Je traversais une période troublée. J’avais quitté un homme, j’avais perdu une amie précieuse, ma vie glissait au gré de la monotonie des journées qui s’écoulaient sans trouver d’issue. Je voulais fuir, n’importe où, mais fuir. C’est à ce moment-là que j’ai fait la rencontre des falaises, ces blocs de matière indéfinissable, qui ne portent pas la moindre odeur humaine.
En jetant un regard en arrière, j'ai pris conscience que les choses qui avaient eu un sens n'étaient plus que des enveloppes sans âme. Les chemins auxquels on était habitué, le petit restaurant de nouilles au sarrasin, le troquet qu'on aimait bien... Il ne restait plus rien. Plus rien n'était intéressant. Plus d'endroit qui suscite l'envie d'y aller. Est-ce que j'allais vieillir ici? Devais-je l'accepter? Était-ce inévitable ? L'homme aussi était devenu une enveloppe vide pour moi. Dans un lieu que n'habitait plus la passion, une dépouille tombait sans bruit.
p 126
Les ombres noires dans la forêt, la rangée de petits arbres devant l'entrée, la route qui passe devant la maison en plan incliné, tout déborde du crépitement silencieux des éclats tranchants du clair de lune. Moi, je me penche sur la profondeur des ténèbres silencieuses où ni voiture ni âme ne passe, et mon oreille savoure l'ineffable plaisir d'être absorbée par la densité du silence.

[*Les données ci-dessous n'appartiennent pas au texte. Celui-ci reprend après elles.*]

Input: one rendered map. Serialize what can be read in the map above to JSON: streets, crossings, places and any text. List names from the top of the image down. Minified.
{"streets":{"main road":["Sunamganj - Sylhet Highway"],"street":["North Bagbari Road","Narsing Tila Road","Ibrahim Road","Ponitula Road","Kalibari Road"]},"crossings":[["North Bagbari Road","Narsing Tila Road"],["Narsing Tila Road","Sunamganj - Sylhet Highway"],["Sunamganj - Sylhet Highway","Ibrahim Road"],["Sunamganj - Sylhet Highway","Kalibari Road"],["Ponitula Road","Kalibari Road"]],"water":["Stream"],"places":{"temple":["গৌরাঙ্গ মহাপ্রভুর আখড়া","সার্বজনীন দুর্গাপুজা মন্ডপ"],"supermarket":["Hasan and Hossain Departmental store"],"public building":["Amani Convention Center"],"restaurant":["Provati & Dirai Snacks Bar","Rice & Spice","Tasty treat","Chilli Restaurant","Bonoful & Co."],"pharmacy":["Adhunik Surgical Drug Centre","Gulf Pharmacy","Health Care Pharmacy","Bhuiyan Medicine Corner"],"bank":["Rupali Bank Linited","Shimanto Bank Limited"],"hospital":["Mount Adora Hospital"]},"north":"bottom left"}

Je fais brûler encens sur encens, et mon plaisir de chaque soir est de contempler depuis ma terrasse le mouvement de la lune et des étoiles. Je m’étends sur une chaise longue et je regarde d’un œil nonchalant la voûte céleste. Alors, un remous traverse mon corps de la tête aux pieds. Est-ce le tremblement de la rotation de la Terre ? J’éprouve une sensation inconnue qui m’enveloppe tout entière, comme si mon corps et le ciel étaient liés pour un instant. En même temps, sans se perdre, mon être reste attaché à la terre, et j’ai l’impression sans pouvoir me l’expliquer que j’assiste à un miracle. Le frémissement du vent nocturne, le bruissement léger des feuilles font-ils fondre mes cinq sens, le corps et ses organes se séparent sans hésitation du temps humain, pour se transformer en une chose inconnue. Ah, est-ce ainsi que le corps quitte la chair ? Est-ce cela, la sensation du néant ? Il me semble que quelque part, très loin, je me suis introduite dans le corps d’un être inconnu.